The chart above includes a toggle to compare the Rule of 2 and 4 against exact math. The approximation works well for low out counts (under 10 outs, it is within a percentage point or two). Once you get past 12 outs, the shortcut starts to overestimate your chances. A 15-out monster draw is not quite 60% as the rule suggests. It is closer to 54%. That gap matters when the pot is large and the difference between calling and folding is real money.

The pot odds cross-reference is where this chart earns its keep. Knowing you have 35% equity with a flush draw is half the equation. The other half is knowing what price the pot is giving you. If someone bets half the pot, you need about 25% equity to call profitably. Your flush draw clears that easily. If they bet the full pot, you need 33%. Still fine. If they overbet to twice the pot, you need 40% and suddenly that flush draw is a fold. The chart puts both halves together so you can see the relationship without doing division under pressure.

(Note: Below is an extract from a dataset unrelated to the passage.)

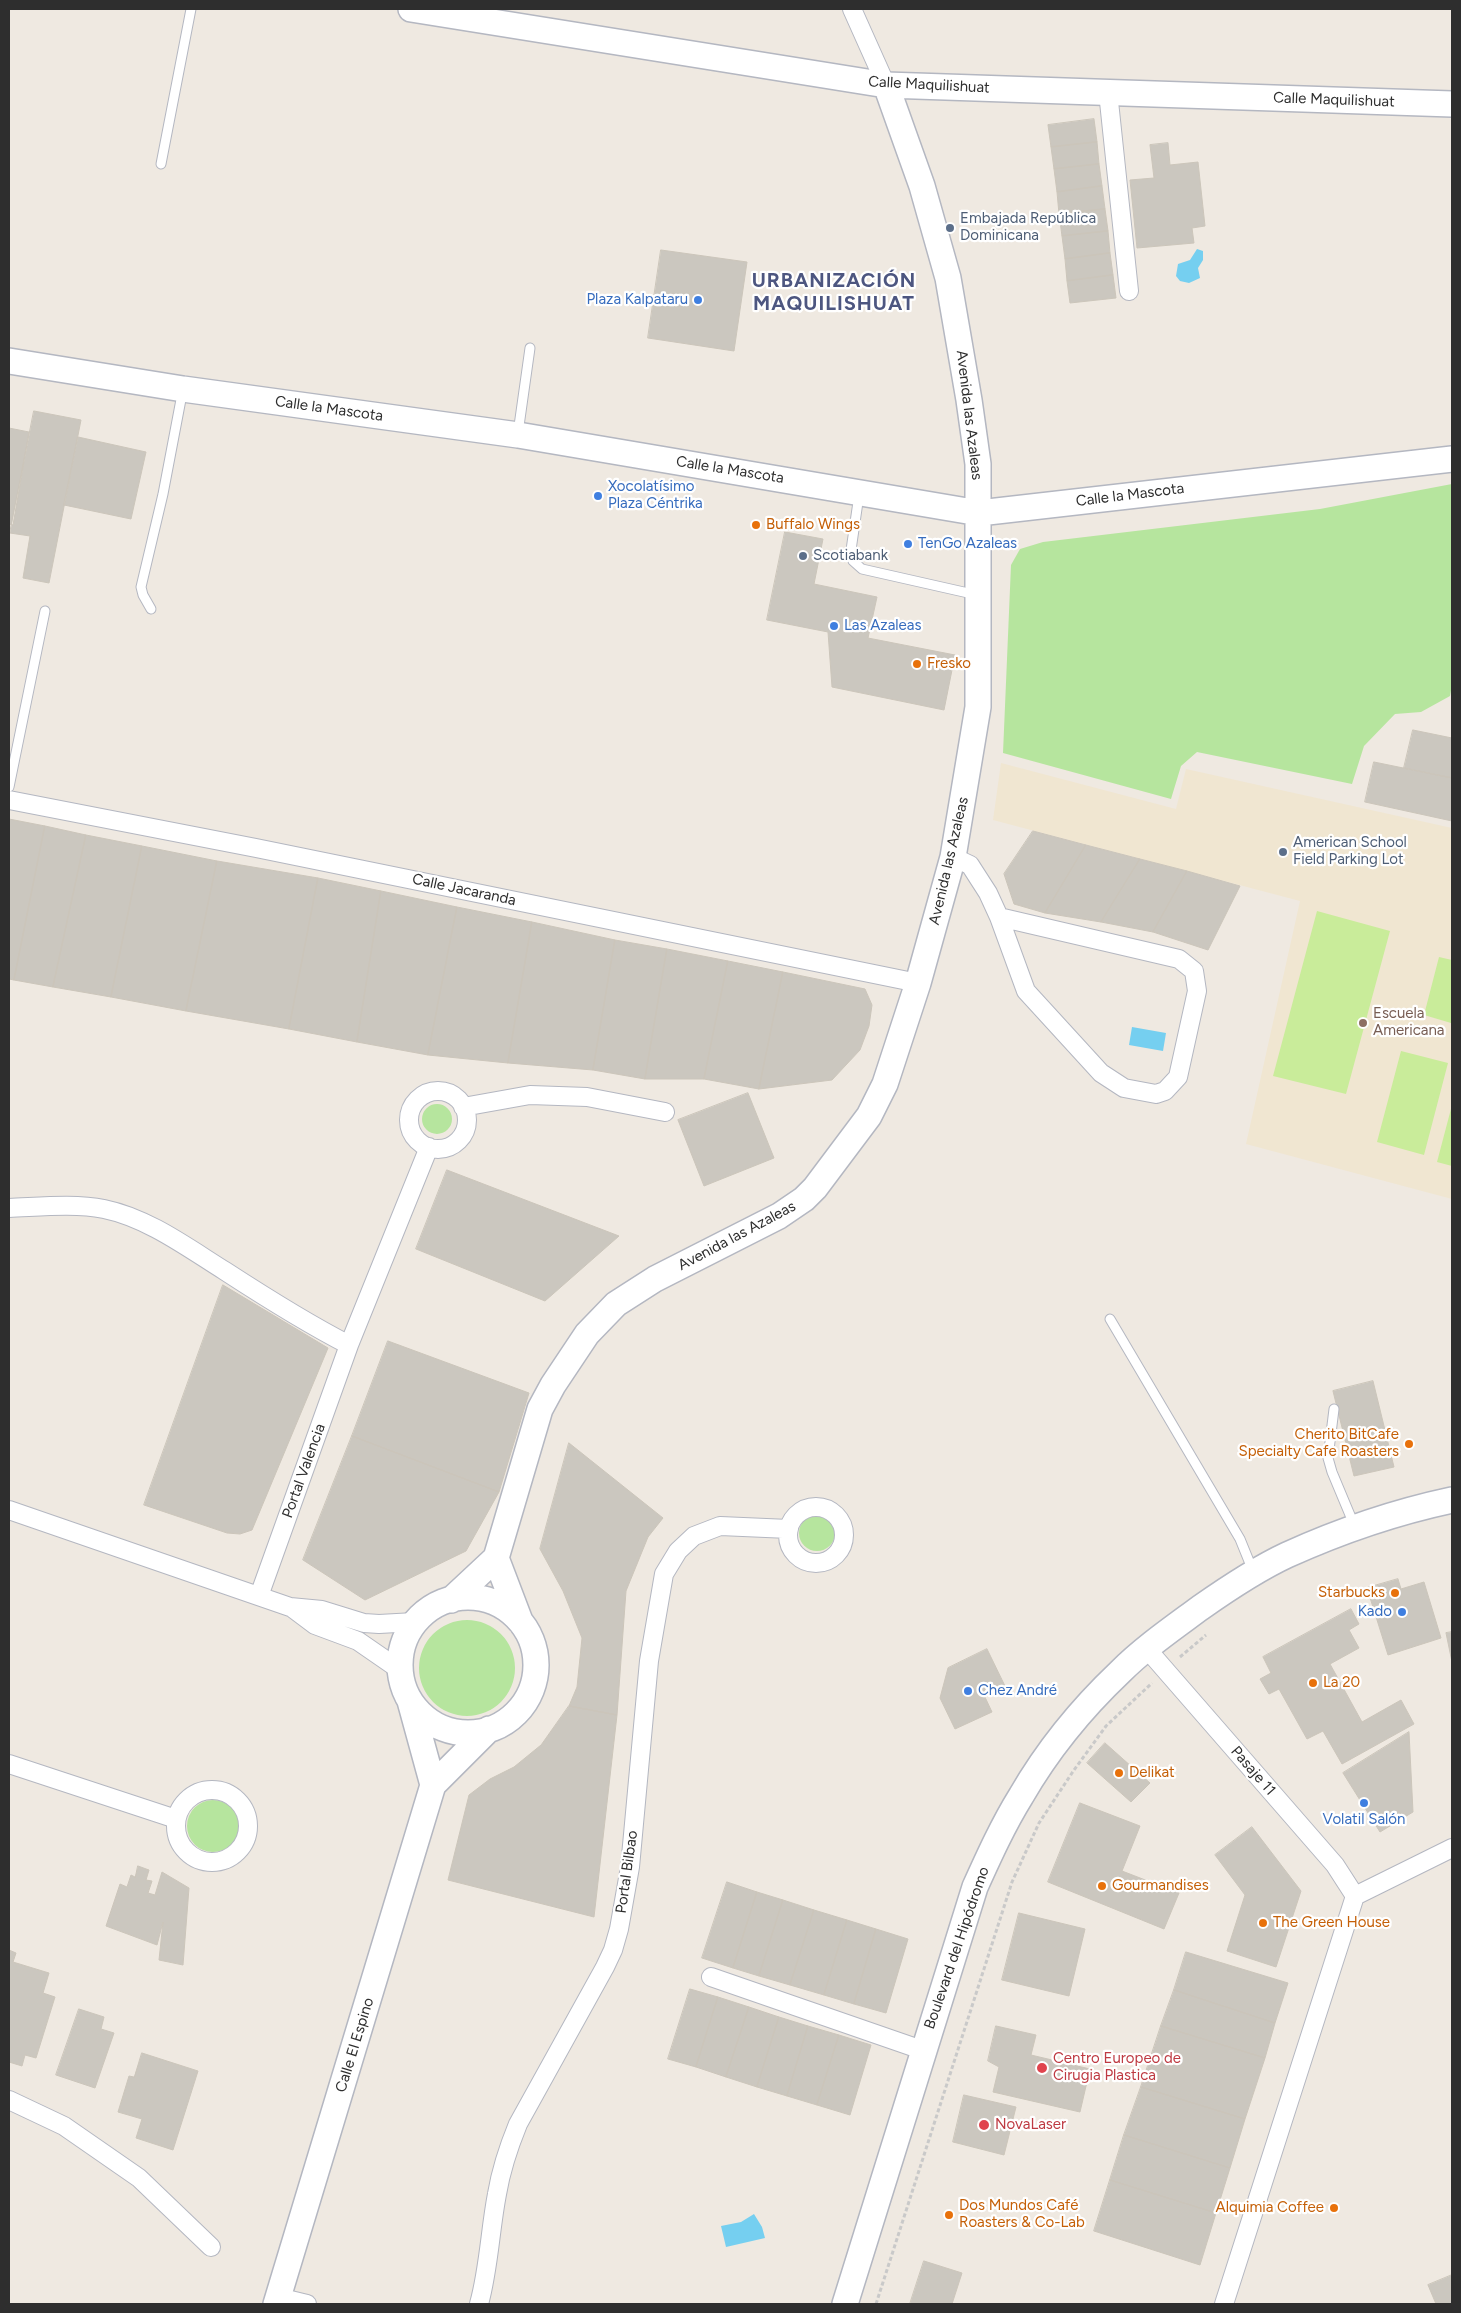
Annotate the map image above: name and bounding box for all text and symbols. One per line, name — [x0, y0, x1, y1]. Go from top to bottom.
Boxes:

A practical way to use this: before your next session, look at the chart and pick out three common scenarios you face regularly. Maybe it is the flush draw, the gutshot, and the overcards situation. Note the equity for each one and the pot odds threshold. Write them on a sticky note if you want. During the session, when one of those situations comes up, you will not have to think. You already know the answer.

The numbers do not change between crypto rooms and traditional rooms. A flush draw has 9 outs on every site running standard Hold'em rules. What changes is the bet sizing patterns. Some crypto rooms have faster action and larger default bet sizes, which affects the pot odds side of the equation. But the outs and hit percentages? Those are constant. Learn them once and they are valid everywhere you play.

Skip the obscure edge cases. Nobody needs to know the exact probability of hitting a running two-pair with 4.5 effective outs. Focus on the twelve rows in the chart that map to draws you actually see: 4, 6, 8, 9, 12, and 15 outs. That covers gutshots, overcards, straight draws, flush draws, and combo draws. Everything else is too rare to be worth the mental real estate.